PROMPT:
Print, in exact form, the lines below from the one containing "Describe this map" through the one containing "Quick job: Parse", and omit all others.

[Dataset entries]
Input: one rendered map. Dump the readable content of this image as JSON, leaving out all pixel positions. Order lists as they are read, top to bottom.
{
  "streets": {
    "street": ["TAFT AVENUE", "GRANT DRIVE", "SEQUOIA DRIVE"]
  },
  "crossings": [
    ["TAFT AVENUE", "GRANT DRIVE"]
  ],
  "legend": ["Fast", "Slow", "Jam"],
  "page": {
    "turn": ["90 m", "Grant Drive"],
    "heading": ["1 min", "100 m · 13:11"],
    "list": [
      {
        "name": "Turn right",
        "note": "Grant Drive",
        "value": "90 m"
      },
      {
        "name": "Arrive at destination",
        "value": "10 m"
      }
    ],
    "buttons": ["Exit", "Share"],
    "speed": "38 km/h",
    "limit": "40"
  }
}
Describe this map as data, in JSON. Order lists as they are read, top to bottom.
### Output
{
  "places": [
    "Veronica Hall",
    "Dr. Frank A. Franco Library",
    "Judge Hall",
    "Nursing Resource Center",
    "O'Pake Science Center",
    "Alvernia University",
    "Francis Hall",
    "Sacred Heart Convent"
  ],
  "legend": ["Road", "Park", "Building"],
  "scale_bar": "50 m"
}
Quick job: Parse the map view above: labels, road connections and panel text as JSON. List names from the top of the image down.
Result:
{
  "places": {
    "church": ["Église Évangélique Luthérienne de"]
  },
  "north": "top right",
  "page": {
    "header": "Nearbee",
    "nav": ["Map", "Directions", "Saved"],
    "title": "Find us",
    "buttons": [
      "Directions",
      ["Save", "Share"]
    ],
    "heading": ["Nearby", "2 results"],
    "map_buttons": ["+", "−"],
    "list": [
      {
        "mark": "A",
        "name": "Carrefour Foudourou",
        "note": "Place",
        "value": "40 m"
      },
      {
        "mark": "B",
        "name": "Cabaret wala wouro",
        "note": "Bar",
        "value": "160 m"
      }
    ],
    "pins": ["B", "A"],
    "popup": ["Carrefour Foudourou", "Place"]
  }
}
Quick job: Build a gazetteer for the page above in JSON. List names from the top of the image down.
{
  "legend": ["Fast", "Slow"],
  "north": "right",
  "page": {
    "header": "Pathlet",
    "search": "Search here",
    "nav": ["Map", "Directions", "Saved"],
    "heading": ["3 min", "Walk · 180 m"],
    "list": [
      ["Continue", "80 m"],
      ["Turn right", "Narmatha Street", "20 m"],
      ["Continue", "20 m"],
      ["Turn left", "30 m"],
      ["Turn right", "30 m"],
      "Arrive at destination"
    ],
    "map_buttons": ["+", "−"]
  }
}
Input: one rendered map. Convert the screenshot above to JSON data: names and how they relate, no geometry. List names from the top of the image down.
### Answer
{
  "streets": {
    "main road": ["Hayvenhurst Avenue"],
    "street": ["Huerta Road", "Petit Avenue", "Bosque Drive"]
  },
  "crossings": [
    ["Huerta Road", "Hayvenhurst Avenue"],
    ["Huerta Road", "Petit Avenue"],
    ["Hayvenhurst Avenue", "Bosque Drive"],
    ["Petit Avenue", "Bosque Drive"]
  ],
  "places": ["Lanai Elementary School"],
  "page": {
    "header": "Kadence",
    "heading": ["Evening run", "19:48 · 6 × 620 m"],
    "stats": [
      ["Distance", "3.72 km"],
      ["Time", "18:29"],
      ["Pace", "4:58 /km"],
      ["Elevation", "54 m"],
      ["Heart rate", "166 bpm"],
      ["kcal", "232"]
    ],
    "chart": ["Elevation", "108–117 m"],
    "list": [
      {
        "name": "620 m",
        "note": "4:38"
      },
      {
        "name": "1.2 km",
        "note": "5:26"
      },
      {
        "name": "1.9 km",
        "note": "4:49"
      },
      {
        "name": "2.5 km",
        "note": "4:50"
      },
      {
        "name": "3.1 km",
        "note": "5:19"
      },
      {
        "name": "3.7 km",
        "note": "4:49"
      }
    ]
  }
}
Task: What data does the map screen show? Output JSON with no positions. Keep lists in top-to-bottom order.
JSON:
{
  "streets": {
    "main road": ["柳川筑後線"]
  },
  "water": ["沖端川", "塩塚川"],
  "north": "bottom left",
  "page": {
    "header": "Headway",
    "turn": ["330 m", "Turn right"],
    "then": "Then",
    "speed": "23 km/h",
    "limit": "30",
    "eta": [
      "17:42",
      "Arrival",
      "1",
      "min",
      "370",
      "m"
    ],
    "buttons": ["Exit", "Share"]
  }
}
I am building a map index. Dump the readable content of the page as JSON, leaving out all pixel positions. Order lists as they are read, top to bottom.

REPLY TO THE TASK:
Describe this map as data, in JSON. Order lists as they are read, top to bottom.
### Output
{
  "places": [
    "Veronica Hall",
    "Dr. Frank A. Franco Library",
    "Judge Hall",
    "Nursing Resource Center",
    "O'Pake Science Center",
    "Alvernia University",
    "Francis Hall",
    "Sacred Heart Convent"
  ],
  "legend": ["Road", "Park", "Building"],
  "scale_bar": "50 m"
}
Quick job: Parse the map view above: labels, road connections and panel text as JSON. List names from the top of the image down.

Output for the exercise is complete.